Trading volumes surge in government bonds

Attracted by rise in yields since beginning of FY15

Neelasri Barman Mumbai
Last Updated : Apr 15 2014 | 1:37 AM IST
Trading volumes in the government securities market has jumped by 200 per cent since the start (from April 1) of the new financial year.

Investors see value in the paper, helping the yields to soften from a high of 9.1 per cent. Earlier this month, the yield on the 10-year benchmark government bond breached nine per cent, which attracted buyers.
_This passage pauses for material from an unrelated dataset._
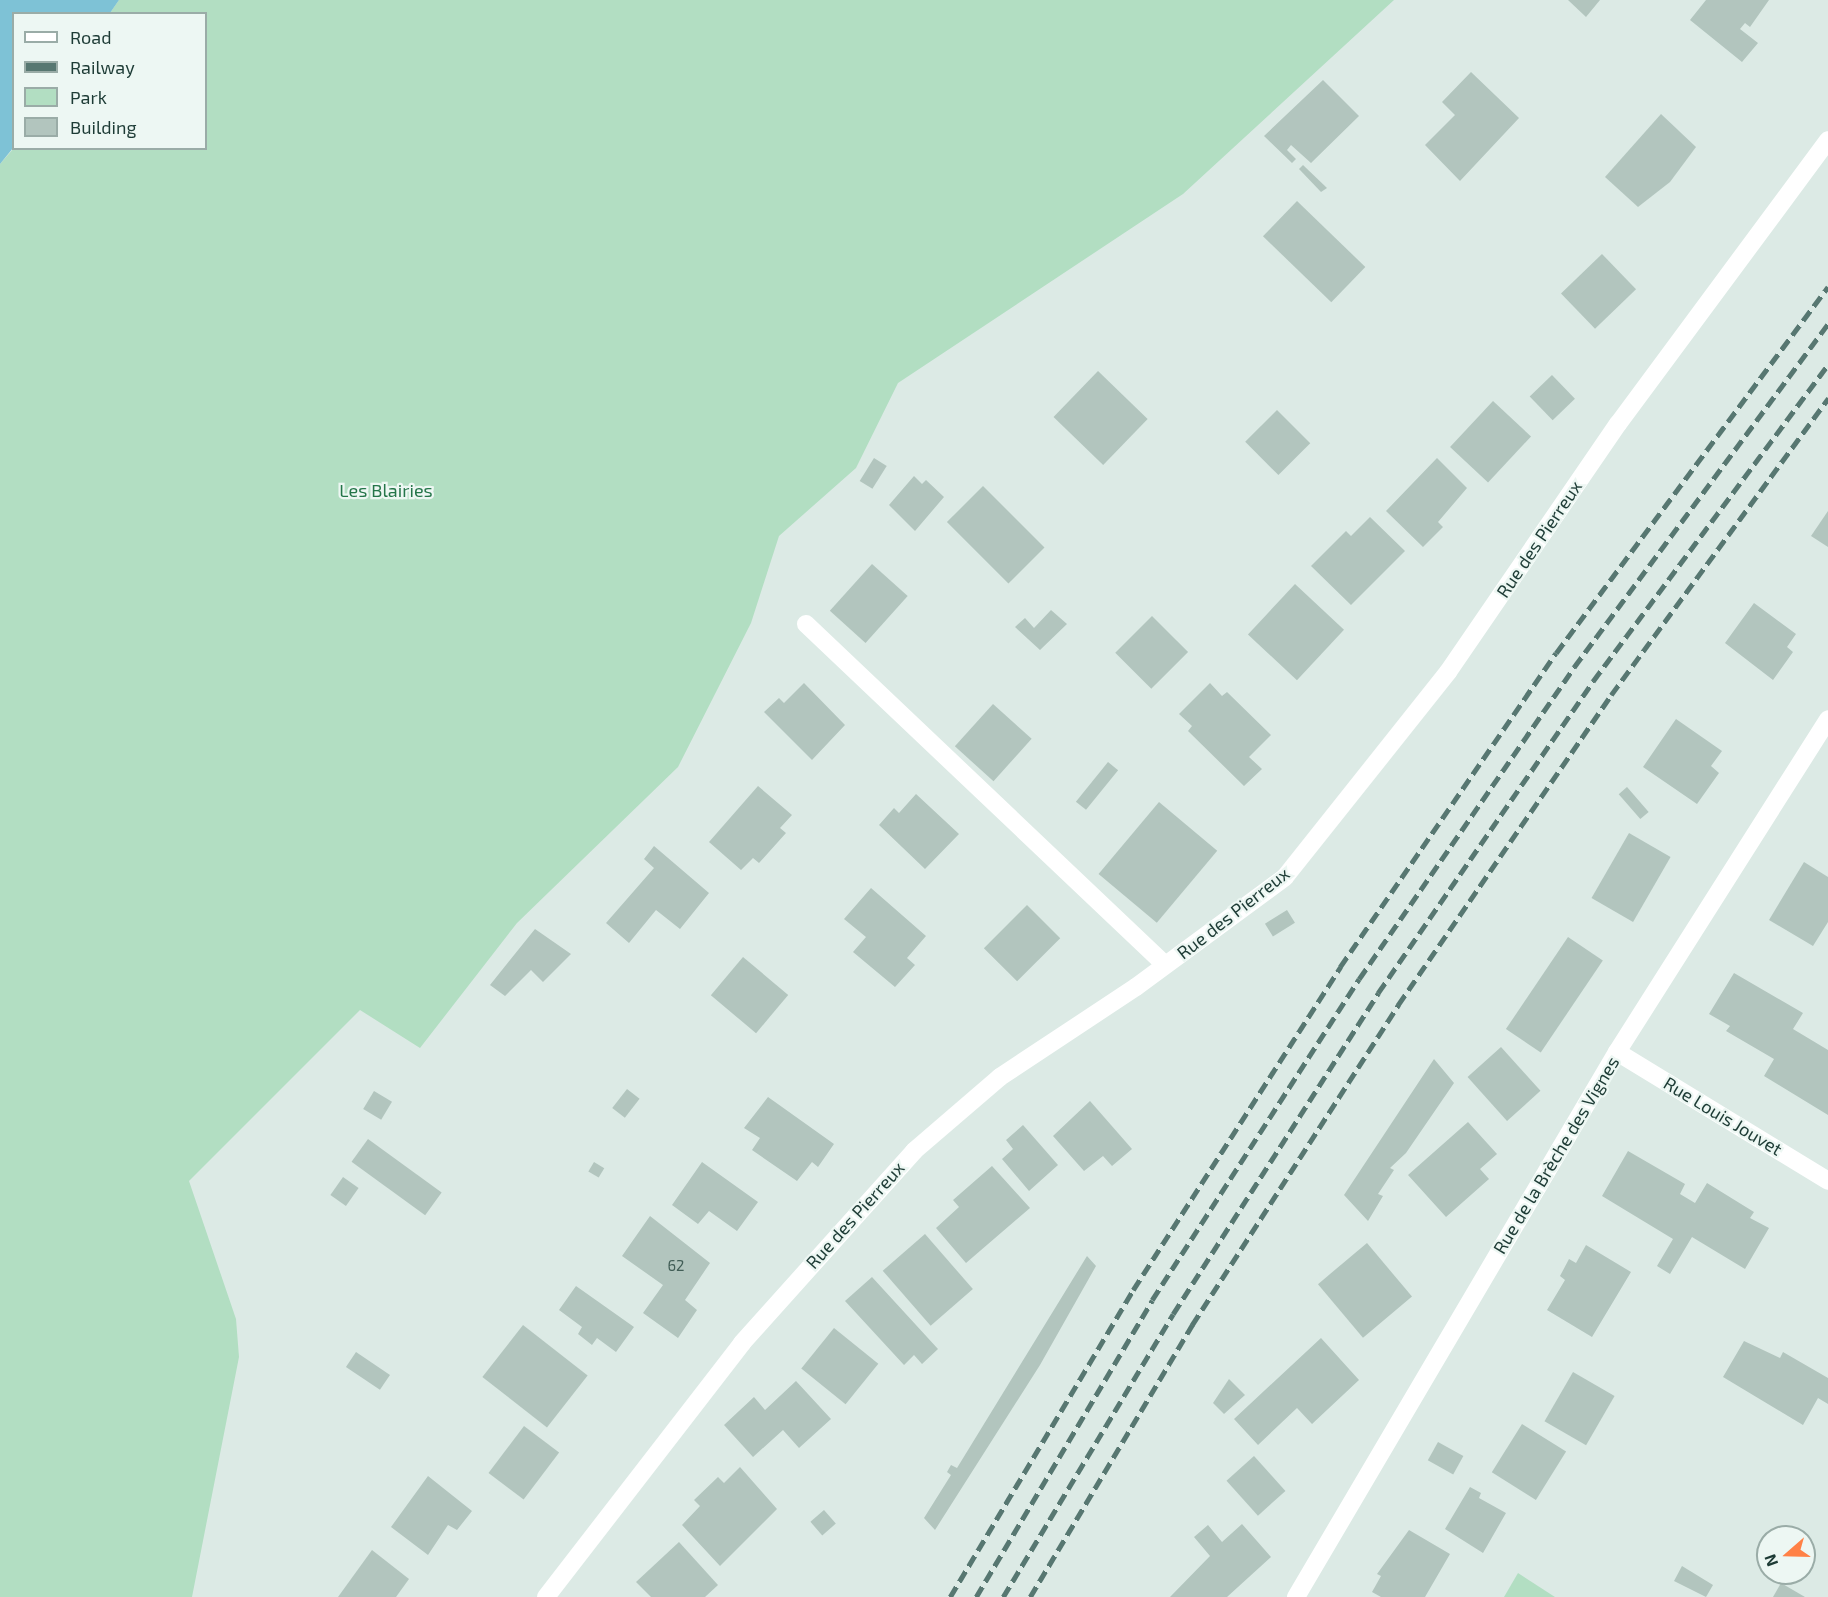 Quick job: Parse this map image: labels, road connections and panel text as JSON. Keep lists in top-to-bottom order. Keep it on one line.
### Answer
{"streets":{"street":["Rue des Pierreux","Rue Louis Jouvet","Rue de la Brèche des Vignes"]},"crossings":[["Rue Louis Jouvet","Rue de la Brèche des Vignes"]],"parks":["Les Blairies"],"house_numbers":["62"],"legend":["Road","Railway","Park","Building"],"north":"left"}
According to data from Clearing Corporation of India, the trading volume in government bonds grew to Rs 40,240 crore on April 11 from Rs 13,459 crore on April 2. That in the 10-year benchmark government bond rose to Rs 24,170 crore on April 11 from Rs 6,771 crore on April 2.
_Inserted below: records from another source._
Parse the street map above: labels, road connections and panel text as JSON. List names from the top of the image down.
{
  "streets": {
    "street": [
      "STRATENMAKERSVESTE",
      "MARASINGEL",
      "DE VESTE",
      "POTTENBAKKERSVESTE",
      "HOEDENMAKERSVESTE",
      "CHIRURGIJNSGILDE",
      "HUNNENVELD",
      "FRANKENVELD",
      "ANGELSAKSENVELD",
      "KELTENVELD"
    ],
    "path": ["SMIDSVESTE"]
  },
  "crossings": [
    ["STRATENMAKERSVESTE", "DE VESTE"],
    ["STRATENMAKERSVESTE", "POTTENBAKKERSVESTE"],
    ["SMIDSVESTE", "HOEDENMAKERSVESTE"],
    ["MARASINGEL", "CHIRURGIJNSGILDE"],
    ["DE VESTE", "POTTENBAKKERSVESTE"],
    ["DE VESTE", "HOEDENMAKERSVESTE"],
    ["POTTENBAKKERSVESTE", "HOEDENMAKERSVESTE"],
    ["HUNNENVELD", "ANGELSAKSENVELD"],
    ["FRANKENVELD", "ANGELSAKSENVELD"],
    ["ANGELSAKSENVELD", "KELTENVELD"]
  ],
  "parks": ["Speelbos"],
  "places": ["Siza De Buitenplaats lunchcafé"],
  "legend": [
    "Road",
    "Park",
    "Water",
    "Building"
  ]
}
ALSO READ: Bonds record biggest weekly gain since Jan

The yield on the 10-year benchmark ended at 8.96 per cent on April 2 but rose to 9.1 per cent on April 7, the highest for benchmark 10-year notes since November 22. On Friday, the yield ended at 8.94 per cent.

“The yields went up very fast in a few trading sessions. The market felt there was value in buying the bonds. The yield level above nine per cent attracted buyers,” said Mohan Shenoi, president, group treasury and global markets, Kotak Mahindra Bank. He said there was significant supply pressure every month due to the bond auctions.

This week, the Reserve Bank of India (RBI) will auction government bonds for a notified amount of Rs 20,000 crore. For the financial year’s first half (April-September), it plans to auction bonds worth Rs 3.68 lakh crore. “By our internal assessment, there is a Rs 140,000-crore gap between demand and supply for the entire financial year. This is taking into account net state loans, net treasury bills and net government borrowings,” said Shenoi. “Assuming banking sector deposit growth at 15 per cent this financial year and assuming banks will not invest more than 23 per cent in Statutory Liquidity Ratio and assuming some foreign institutional investor inflows into long-term bonds and insurance companies buying of bonds, this mismatch can be breached only through open market operations (OMOs). But RBI might not do OMOs. Therefore, this would put sustained pressure on yields. Till month-end, the yield on the 10-year bond might trade in the range of 8.9 to 9.1 per cent.”

The Consumer Price Index (CPI)-based inflation data is expected this week and there are concerns in the market that it would show a rise for March. This might result in the 10-year bond yield again breaching nine per cent. “If the yield rises from here, then traders who missed the (earlier) opportunity might start buying. Buying will again emerge at the 9.05 per cent yield level,” said Siddharth Shah, vice-president, STCI Primary Dealer.

Retail inflation eased more than expected to a 25-month low of 8.1 per cent in February, helped by moderating food prices.